Well my friends, I accidentally forgot about one of the cardinal rules, which is sort of an “understood and to be respected” Sub-Section “A” of rule #1 listed above:

In a nutshell, not only should one never touch the props, but this unproven (yet scary) law has a unique Jinx attached when it comes to superstitious actors and infirmary items.  Unless your Character has a broken leg, DON’T hobble around on the crutches for your own amusement!  Unless your Character is immobilized, DON’T lounge in the wheelchair because you’re too lazy to get up!  You’re just asking for trouble!

Now, thankfully, I’ve done nothing of the kind (despite posting catalogue photos of said items.)  However, misrepresenting my “flu recovery” to the neighbors a few nights ago, I apparently infuriated The Universe with my utter disrespect to my humble craft, and have thusly been punished unmercifully for over forty-eight hours with what I can only describe (to use a Hollywood term) as an EPIC case of a REAL stomach flu…

Good Lord, my KINGDOM for a bullet between the eyes to decide the Battle of Rights over the Land of the Lavatory! 

>>><<<

Blissfully however, I choose to believe that The Universe eventually brings comfort to those who require a bit of new-found strength during adversity.

(Or as in my case, those who authentically plea in a pathetic, achy, every-muscle-in-my-body-hurt capacity; plus I was still sweating under the air conditioning and could barely lift my arm to hold up a mini fan over my face so I didn’t over-heat and barf all over the bed.)*

But as of yesterday, with the assistance of belly-comforting saltine crackers, electrolyte water, ginger ale (which I used to think was some sort of urban myth, but is truly perhaps the most soothing tummy beverage ever); and wondering how to Oscar nominate the underappreciated talented role of Pepto-Bismol in my “independent color film” I felt like I had triumphed in the battle over the Hollywood Jinx!!!

(For now!  For now!  Don’t curse me again!)
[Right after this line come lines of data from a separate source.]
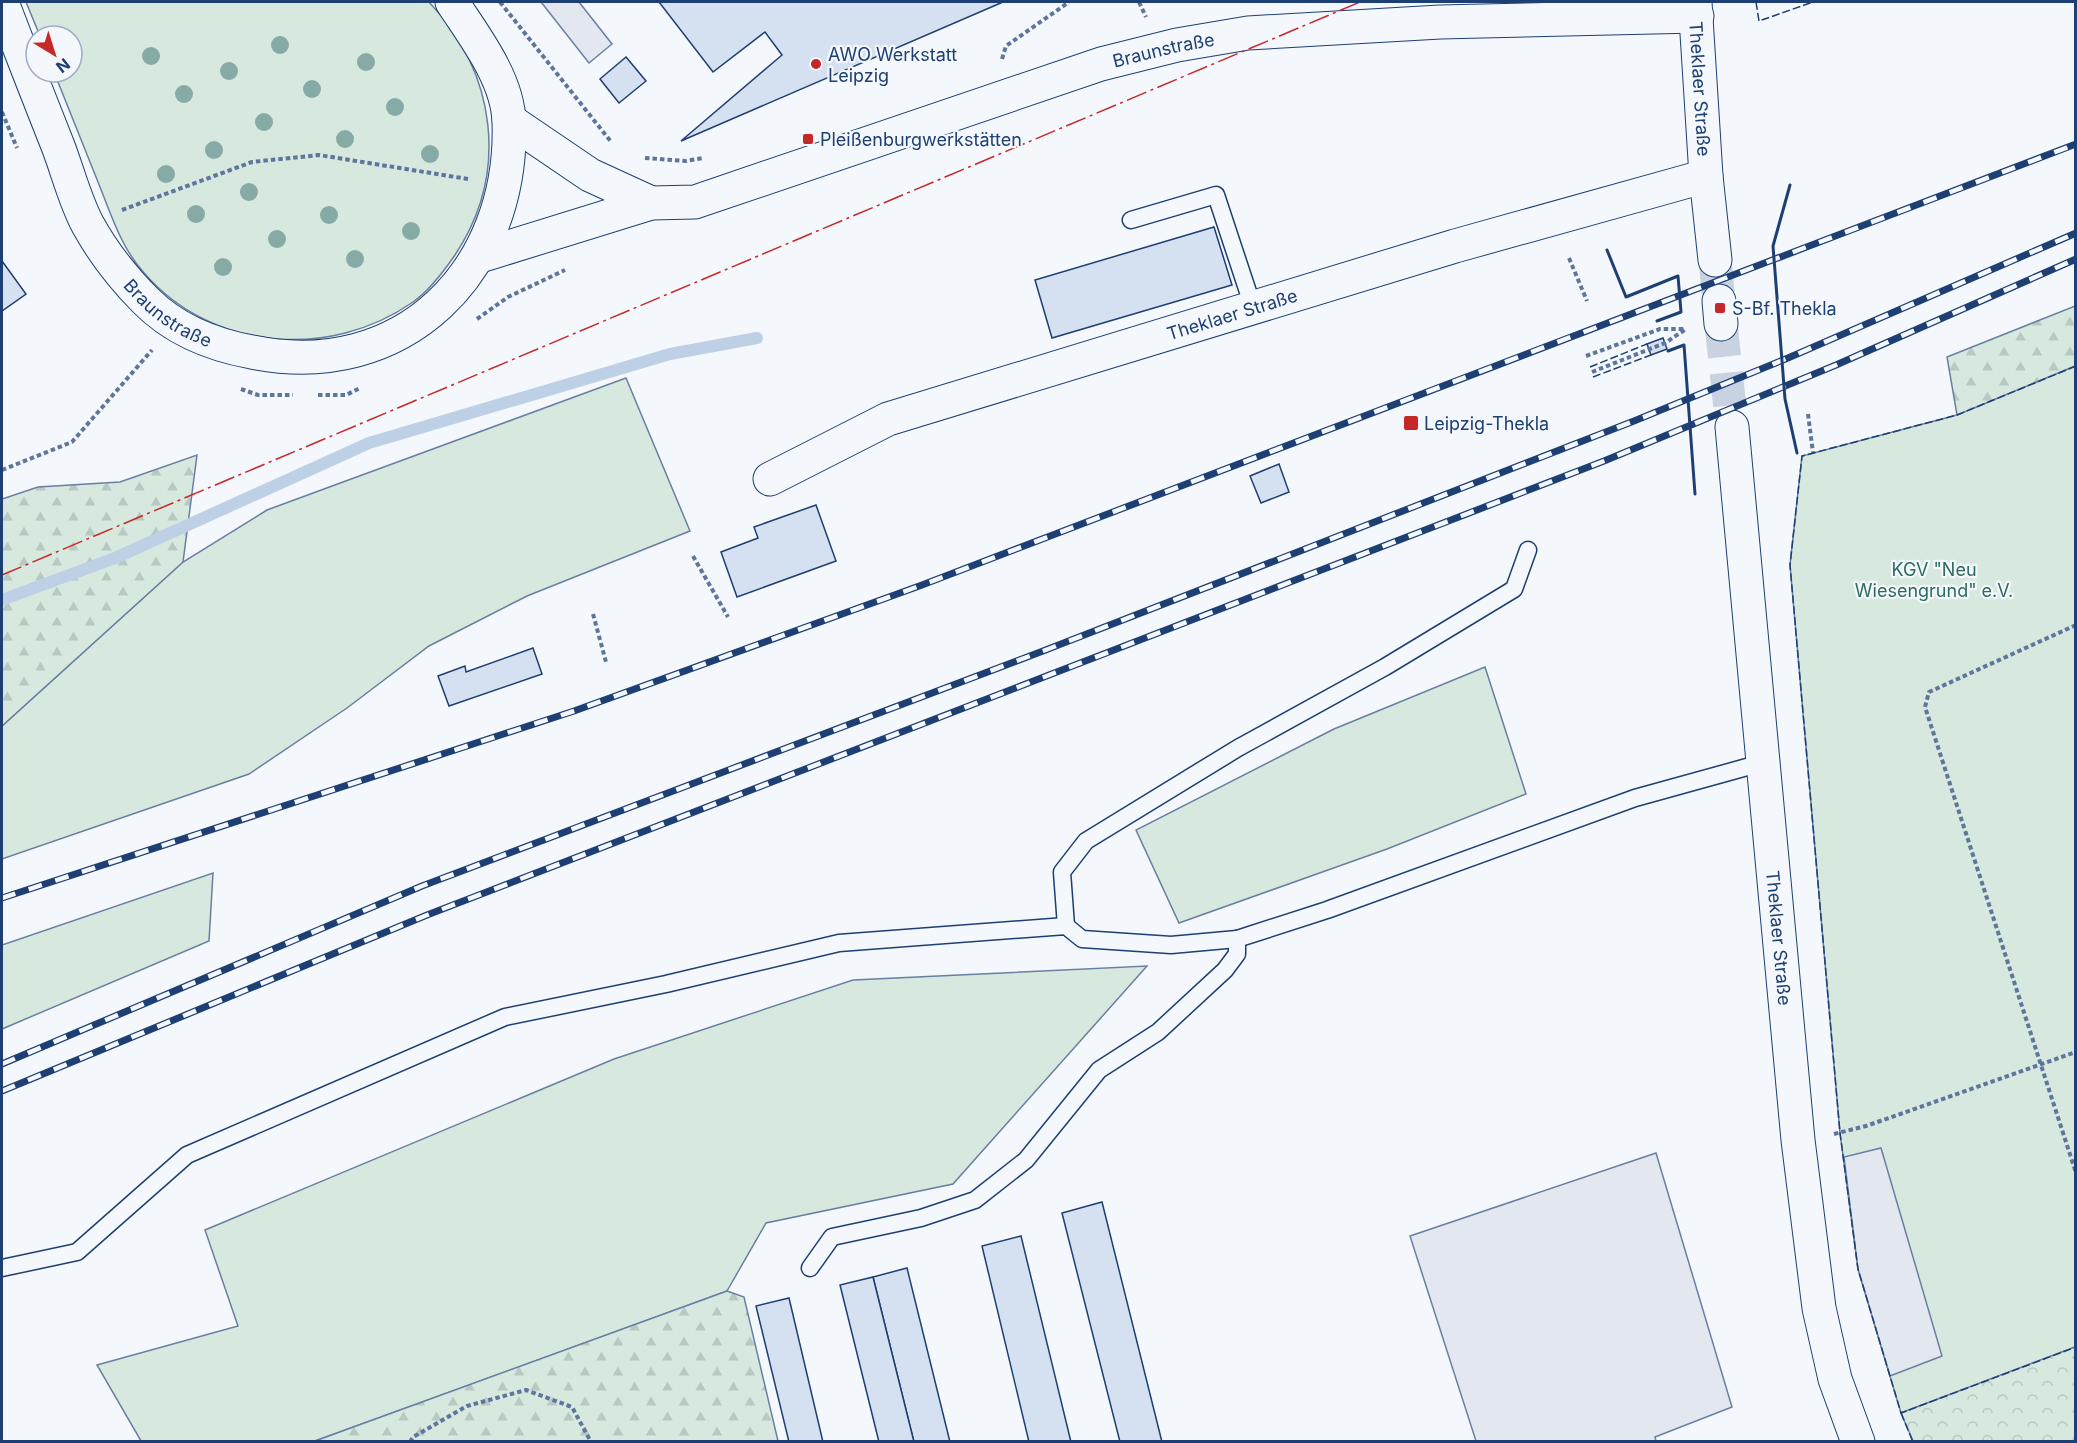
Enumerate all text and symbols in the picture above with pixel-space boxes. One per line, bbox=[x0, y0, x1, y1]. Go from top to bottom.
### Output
street label: Theklaer Straße bbox=[1686, 21, 1715, 157]
north arrow bbox=[24, 24, 84, 84]
street label: Braunstraße bbox=[1110, 28, 1216, 71]
place label: AWO Werkstatt Leipzig bbox=[828, 44, 957, 86]
text: N bbox=[52, 54, 74, 77]
marker: AWO Werkstatt Leipzig bbox=[809, 57, 823, 71]
place label: Pleißenburgwerkstätten bbox=[820, 129, 1022, 150]
marker: Pleißenburgwerkstätten bbox=[801, 132, 815, 146]
street label: Braunstraße bbox=[120, 274, 215, 351]
street label: Theklaer Straße bbox=[1164, 284, 1300, 344]
place label: S-Bf. Thekla bbox=[1732, 298, 1837, 319]
marker: S-Bf. Thekla bbox=[1713, 301, 1727, 315]
place label: Leipzig-Thekla bbox=[1424, 413, 1549, 434]
marker: Leipzig-Thekla bbox=[1402, 414, 1420, 432]
park label: KGV "Neu Wiesengrund" e.V. bbox=[1855, 559, 2013, 601]
street label: Theklaer Straße bbox=[1763, 869, 1796, 1006]

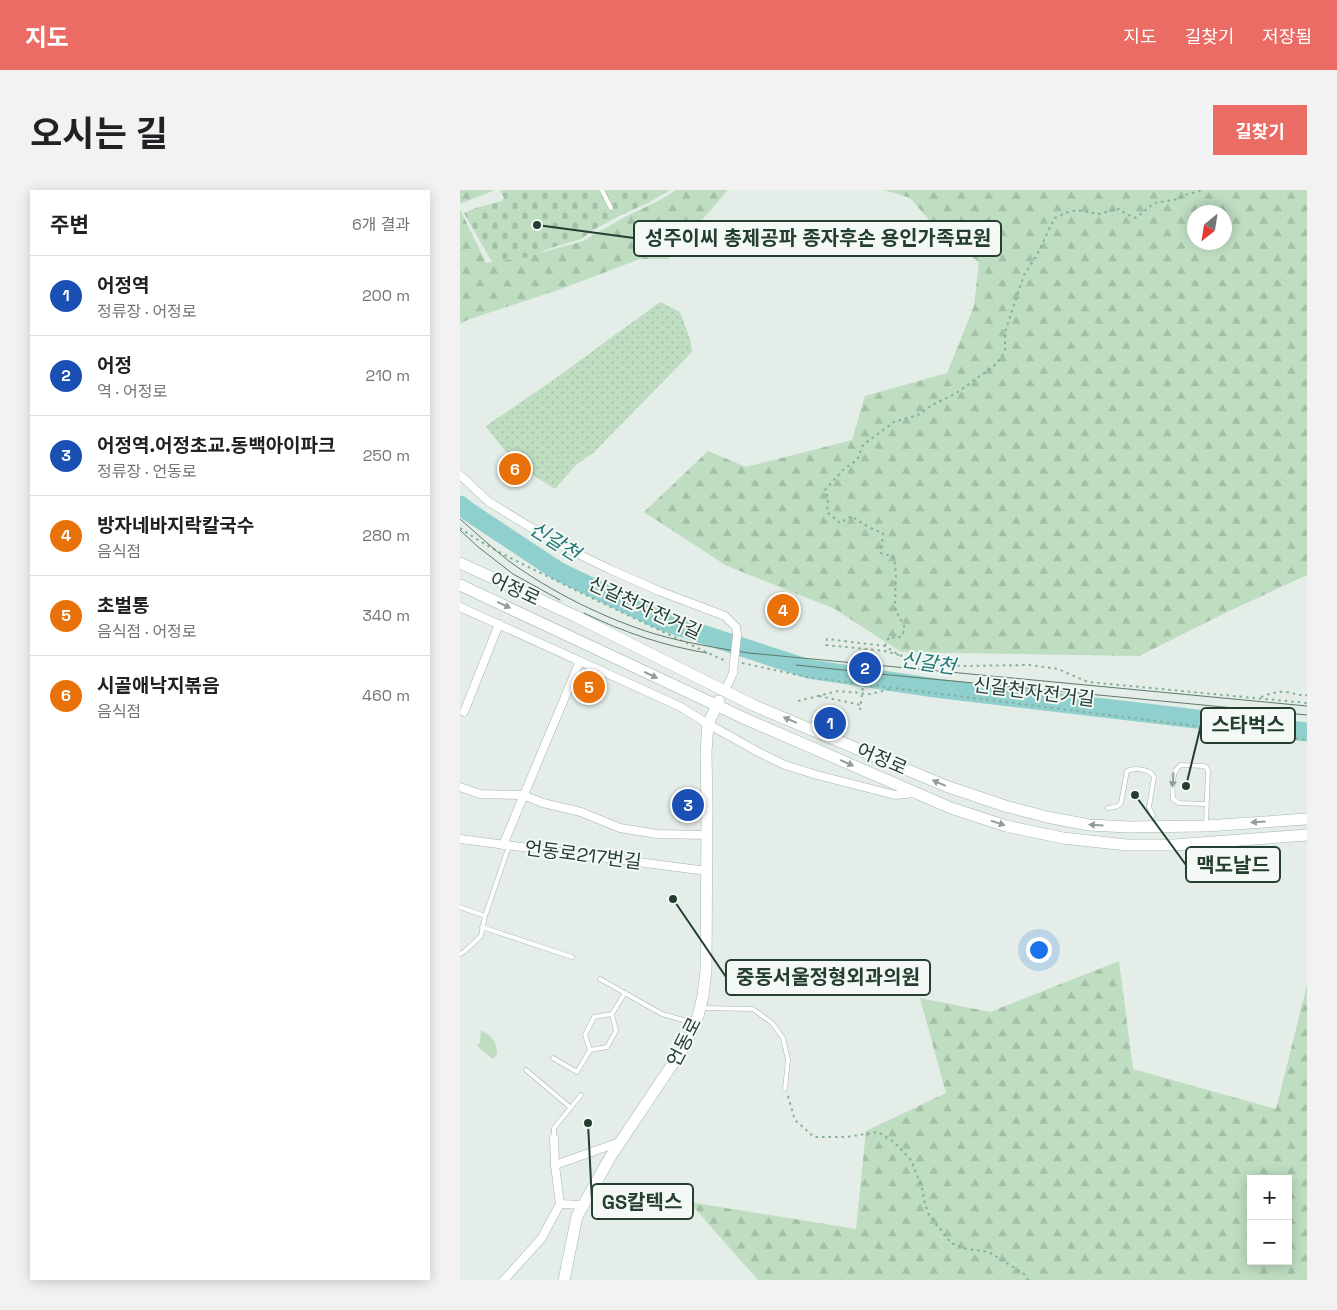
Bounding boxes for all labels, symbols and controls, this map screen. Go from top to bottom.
text: 지도 [25,22,69,53]
text: 지도 [1124,25,1157,48]
text: 길찾기 [1185,25,1234,48]
text: 저장됨 [1262,25,1312,48]
button: 길찾기 [1213,105,1307,155]
text: 오시는 길 [30,112,168,156]
north arrow [1187,205,1232,250]
text: 주변 [50,211,89,238]
text: 6개 결과 [352,214,410,235]
callout: 성주이씨 총제공파 종자후손 용인가족묘원 [634,221,1001,256]
text: 성주이씨 총제공파 종자후손 용인가족묘원 [645,225,991,251]
text: 어정역 [97,273,149,298]
text: 1 [62,285,70,306]
text: 200 m [362,285,410,306]
text: 정류장 · 어정로 [97,301,197,322]
text: 어정 [97,353,132,378]
text: 2 [61,365,71,386]
text: 210 m [366,365,410,386]
text: 역 · 어정로 [97,381,167,402]
text: 어정역.어정초교.동백아이파크 [97,433,336,458]
text: 3 [61,445,71,466]
text: 250 m [363,445,410,466]
pin: 6 [499,450,531,488]
text: 정류장 · 언동로 [97,461,197,482]
text: 방자네바지락칼국수 [97,513,254,538]
water label: 신갈천 [525,515,587,568]
text: 4 [61,525,71,546]
text: 280 m [362,525,410,546]
text: 음식점 [97,541,141,562]
street label: 어정로 [486,567,544,611]
street label: 신갈천자전거길 [584,571,706,645]
pin: 4 [767,591,799,629]
text: 초벌통 [97,593,149,618]
one-way arrow [497,601,512,610]
text: 5 [61,605,71,626]
text: 340 m [362,605,410,626]
text: 음식점 · 어정로 [97,621,197,642]
water label: 신갈천 [899,646,960,680]
pin: 2 [849,649,881,687]
pin: 5 [573,668,605,706]
one-way arrow [644,670,659,679]
street label: 신갈천자전거길 [972,672,1096,712]
text: 시골애낙지볶음 [97,673,219,698]
text: 6 [61,685,71,706]
text: 460 m [362,685,410,706]
text: 음식점 [97,701,141,722]
pin: 1 [814,704,846,742]
callout: 스타벅스 [1201,708,1295,743]
text: 스타벅스 [1211,712,1285,738]
one-way arrow [783,716,797,724]
street label: 어정로 [853,737,911,781]
one-way arrow [840,760,854,768]
one-way arrow [1169,772,1177,788]
one-way arrow [932,779,947,787]
pin: 3 [672,786,704,824]
one-way arrow [1250,819,1266,827]
one-way arrow [991,820,1006,828]
one-way arrow [1088,821,1104,829]
street label: 언동로217번길 [523,835,643,875]
callout: 맥도날드 [1186,847,1280,882]
text: 맥도날드 [1196,852,1270,878]
your location [1026,937,1052,963]
callout: 중동서울정형외과의원 [726,960,930,995]
text: 중동서울정형외과의원 [736,964,920,990]
street label: 언동로 [661,1013,707,1071]
map controls [1247,1175,1292,1265]
button: + [1247,1175,1292,1220]
callout: GS칼텍스 [592,1184,693,1219]
text: GS칼텍스 [602,1189,682,1215]
button: − [1247,1220,1292,1265]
And like a welcome wagon back into The Universe’s Good Graces, I logged onto the computer today (Whee!  It was my first time completely upright in three whole days!), to find a friendly email to all the crew from my favorite UPM, confirming our upcoming start-up date for our next twelve episodes.  HOORAY!!!

Celebrating my first McDonalds Happy Meal this afternoon after the flu (baby steps!),

Curse-free, happy P

*For those of you who noticed the asterisk above, now I understand a bit more of the mind of a kitty.  Hair balls are not a choice!  And for those of you who’ve not seen his videos, may I introduce you to the world of “Henri”.  (Tres dramatique!)